O Conselho Federal de Engenharia e Agronomia (CONFEA) realizará, nos dias 1º, 2 e 3 de agosto, a 4ª Reunião Ordinária do Colégio de Presidentes do Sistema CONFEA/CREA e Mútua – 2018, em Belo Horizonte (MG). Na oportunidade, o presidente em exercício do Conselho Regional de Engenharia e Agronomia de Pernambuco (CREA-PE), Fernando Lapenda participará do encontro acompanhado do 1º diretor Administrativo, André Lopes.

Na pauta do encontro nacional, duas das proposições são oriundas da reunião ordinária do Fórum de Presidentes dos CREAs da Região Nordeste, realizada na sexta-feira (20.07), em São Luís (MA).

A primeira, diz respeito à regulamentação do registro de Sociedades de Propósito Específico (SPEs) de geração de energia eólica e de outras empresas que se utilizam das tecnologias de automação e controle e operação à distância.

A segunda proposta trata da histórica discussão sobre se corretores imobiliários que detêm as condições necessárias para efetuar laudos de avaliações que visem obtenção do valor mais provável de mercado de um bem imóvel. Na busca de uma solução para o impasse, a proposta é que o CONFEA desenvolva ações junto ao Conselho Nacional de Justiça e outros órgãos e instituições, com vistas a evitar um conflito de competências na área de avaliações e perícias técnicas imobiliárias.

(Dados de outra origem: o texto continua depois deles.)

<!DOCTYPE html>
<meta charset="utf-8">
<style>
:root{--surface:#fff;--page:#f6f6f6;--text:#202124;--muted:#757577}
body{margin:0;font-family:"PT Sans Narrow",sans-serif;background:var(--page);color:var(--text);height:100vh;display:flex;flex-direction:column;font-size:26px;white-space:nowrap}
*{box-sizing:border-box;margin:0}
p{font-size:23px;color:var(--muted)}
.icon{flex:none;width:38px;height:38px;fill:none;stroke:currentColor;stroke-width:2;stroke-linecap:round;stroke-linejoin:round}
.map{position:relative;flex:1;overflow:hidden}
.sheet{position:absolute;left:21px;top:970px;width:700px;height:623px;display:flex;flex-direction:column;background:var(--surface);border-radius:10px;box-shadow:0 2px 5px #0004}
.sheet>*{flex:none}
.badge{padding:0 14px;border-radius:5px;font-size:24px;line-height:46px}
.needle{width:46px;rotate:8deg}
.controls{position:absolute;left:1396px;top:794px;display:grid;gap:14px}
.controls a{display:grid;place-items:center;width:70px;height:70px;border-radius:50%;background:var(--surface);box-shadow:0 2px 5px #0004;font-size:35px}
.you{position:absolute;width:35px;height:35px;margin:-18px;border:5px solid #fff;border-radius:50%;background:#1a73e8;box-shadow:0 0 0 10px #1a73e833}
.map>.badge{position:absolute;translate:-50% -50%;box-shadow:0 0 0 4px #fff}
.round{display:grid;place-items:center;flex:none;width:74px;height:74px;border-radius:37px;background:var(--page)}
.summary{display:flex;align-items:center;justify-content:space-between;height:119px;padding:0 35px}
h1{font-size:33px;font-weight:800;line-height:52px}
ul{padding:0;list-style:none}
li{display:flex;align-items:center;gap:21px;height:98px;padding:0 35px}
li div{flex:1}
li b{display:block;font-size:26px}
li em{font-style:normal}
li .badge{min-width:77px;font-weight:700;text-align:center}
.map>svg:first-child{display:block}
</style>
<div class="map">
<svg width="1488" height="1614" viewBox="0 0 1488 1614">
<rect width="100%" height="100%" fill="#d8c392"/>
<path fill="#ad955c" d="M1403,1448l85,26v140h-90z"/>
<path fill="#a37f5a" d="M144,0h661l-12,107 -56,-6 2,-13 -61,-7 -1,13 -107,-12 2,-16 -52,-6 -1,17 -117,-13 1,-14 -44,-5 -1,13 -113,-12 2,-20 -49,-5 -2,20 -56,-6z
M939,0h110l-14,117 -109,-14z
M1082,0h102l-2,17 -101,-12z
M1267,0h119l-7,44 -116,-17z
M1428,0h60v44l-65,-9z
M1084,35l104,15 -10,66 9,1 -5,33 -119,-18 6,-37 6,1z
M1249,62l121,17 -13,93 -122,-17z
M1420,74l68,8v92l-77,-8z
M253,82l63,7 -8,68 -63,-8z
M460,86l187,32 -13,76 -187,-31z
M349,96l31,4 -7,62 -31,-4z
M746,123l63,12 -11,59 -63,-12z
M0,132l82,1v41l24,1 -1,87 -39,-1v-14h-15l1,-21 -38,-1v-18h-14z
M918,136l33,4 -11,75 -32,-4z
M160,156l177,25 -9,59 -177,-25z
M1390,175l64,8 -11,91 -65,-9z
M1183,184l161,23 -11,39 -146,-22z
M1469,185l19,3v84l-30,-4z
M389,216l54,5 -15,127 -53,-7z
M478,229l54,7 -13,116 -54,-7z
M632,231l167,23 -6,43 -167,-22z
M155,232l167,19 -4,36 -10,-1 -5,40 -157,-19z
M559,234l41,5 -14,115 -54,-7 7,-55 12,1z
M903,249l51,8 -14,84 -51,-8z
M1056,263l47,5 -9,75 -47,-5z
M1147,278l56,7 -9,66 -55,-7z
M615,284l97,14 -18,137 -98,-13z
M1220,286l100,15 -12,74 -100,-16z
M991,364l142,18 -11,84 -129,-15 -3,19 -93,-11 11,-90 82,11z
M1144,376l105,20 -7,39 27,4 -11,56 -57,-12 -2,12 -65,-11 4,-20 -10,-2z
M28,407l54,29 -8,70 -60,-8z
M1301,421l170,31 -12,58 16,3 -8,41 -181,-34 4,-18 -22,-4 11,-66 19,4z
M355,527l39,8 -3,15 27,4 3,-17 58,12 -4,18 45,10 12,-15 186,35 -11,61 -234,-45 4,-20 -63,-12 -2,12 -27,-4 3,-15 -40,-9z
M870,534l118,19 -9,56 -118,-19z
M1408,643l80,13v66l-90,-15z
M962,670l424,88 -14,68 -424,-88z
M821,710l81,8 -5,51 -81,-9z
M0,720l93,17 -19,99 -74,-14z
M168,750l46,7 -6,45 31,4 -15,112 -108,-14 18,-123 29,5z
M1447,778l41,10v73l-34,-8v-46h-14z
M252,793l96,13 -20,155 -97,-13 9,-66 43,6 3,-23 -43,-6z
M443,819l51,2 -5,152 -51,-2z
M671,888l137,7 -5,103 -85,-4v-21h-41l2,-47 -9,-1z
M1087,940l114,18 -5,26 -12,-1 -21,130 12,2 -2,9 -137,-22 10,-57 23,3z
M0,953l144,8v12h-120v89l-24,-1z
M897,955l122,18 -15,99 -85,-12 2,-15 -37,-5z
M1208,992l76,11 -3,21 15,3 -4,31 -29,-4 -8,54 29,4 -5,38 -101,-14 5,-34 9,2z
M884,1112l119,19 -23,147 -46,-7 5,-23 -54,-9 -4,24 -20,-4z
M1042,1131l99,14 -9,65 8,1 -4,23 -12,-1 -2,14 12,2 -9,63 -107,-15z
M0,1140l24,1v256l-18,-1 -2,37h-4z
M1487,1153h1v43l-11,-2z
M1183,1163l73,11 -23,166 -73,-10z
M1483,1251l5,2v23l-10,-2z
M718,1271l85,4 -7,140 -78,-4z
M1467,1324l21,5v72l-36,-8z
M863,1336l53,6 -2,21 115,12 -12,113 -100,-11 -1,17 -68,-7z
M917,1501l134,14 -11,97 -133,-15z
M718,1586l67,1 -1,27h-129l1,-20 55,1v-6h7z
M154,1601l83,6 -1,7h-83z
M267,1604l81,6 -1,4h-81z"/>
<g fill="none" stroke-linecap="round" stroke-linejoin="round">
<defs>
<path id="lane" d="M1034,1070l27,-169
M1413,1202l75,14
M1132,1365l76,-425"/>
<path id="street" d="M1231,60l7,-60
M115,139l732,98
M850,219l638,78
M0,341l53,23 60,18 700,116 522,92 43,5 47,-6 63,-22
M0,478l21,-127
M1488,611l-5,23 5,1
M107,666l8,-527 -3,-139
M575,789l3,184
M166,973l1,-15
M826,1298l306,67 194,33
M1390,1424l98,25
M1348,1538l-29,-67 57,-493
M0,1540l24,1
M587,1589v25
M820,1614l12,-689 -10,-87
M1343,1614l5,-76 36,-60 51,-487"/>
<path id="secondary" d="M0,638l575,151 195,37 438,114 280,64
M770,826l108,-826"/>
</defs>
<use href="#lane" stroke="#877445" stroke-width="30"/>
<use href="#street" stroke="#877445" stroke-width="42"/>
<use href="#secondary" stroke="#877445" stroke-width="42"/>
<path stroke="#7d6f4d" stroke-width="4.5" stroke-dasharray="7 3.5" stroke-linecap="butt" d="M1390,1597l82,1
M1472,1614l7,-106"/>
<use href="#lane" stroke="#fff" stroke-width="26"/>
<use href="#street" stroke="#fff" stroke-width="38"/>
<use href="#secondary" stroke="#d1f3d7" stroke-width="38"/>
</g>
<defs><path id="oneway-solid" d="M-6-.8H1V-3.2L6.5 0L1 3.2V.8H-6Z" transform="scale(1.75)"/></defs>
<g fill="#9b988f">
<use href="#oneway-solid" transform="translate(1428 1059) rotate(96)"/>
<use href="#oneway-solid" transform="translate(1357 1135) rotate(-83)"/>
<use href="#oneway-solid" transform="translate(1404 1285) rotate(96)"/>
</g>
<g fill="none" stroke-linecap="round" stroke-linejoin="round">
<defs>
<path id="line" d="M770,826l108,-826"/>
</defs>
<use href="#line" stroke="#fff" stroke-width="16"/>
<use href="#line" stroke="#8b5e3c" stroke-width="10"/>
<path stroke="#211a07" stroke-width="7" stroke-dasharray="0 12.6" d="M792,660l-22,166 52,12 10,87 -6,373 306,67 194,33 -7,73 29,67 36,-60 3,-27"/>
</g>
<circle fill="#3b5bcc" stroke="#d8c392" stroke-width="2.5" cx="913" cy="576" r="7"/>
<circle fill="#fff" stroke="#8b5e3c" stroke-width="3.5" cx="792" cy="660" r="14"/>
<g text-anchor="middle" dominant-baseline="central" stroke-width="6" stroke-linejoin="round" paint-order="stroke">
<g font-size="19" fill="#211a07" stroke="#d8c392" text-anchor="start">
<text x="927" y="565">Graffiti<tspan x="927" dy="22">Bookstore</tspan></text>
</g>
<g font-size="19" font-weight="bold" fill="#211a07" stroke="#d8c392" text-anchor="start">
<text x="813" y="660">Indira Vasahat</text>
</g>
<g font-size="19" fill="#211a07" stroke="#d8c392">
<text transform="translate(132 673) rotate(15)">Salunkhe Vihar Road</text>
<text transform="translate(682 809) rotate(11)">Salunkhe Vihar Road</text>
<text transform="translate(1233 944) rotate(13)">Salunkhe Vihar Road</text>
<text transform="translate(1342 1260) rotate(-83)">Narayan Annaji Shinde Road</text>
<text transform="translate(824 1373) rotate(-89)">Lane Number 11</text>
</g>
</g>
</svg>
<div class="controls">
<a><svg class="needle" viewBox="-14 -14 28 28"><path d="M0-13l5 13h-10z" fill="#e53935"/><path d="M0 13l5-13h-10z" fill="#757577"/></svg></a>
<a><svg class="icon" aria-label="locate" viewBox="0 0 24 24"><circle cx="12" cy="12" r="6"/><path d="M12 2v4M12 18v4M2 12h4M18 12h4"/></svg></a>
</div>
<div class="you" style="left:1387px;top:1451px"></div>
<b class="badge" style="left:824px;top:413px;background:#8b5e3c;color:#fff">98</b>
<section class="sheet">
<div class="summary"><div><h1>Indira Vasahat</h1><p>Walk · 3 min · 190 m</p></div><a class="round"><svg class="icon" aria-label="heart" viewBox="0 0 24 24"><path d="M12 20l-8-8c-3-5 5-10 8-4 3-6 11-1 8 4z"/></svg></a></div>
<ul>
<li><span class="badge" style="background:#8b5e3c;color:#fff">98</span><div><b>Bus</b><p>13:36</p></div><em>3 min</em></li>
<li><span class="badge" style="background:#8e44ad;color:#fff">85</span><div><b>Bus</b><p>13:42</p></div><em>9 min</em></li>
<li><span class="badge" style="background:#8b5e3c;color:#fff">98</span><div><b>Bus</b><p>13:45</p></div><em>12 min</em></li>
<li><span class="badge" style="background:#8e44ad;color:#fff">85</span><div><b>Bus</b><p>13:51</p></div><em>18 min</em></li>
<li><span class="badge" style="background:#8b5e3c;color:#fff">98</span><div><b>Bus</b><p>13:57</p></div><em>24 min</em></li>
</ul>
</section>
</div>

Além da apreciação e aprovação da súmula da reunião anterior, informes políticos-institucionais, apresentação do quadro demonstrativo das propostas do exercício, informes das Comissões Permanentes do CONFEA e da 75ª SOEA, ainda figuram na pauta, assuntos sugeridos pelos demais CREAs como: redução do desconto para pagamento da anuidade antecipada; taxa para correção das anuidades em atraso seja pré-fixada e fixa; criação, pela Mútua, de um benefício social especial aos agentes honoríficos do Sistema CONFEA/CREA e Mútua – Resolução 1028; alteração da Resolução nº 1.093, de 04 de outubro de 2017, prevendo a licença não remunerada para servidores que venham a concorrer a cargos eletivos, supressão da expressão “substituído” na limitação para o exercício de mandato e acrescer a previsibilidade de divisão de custos ao CREA, ao CONFEA e a Mútua nos pleitos eleitorais; restituição dos custos operacionais decorrentes da Eleição 2018 para conselheiros federais representantes dos Grupos Profissionais, entre outros.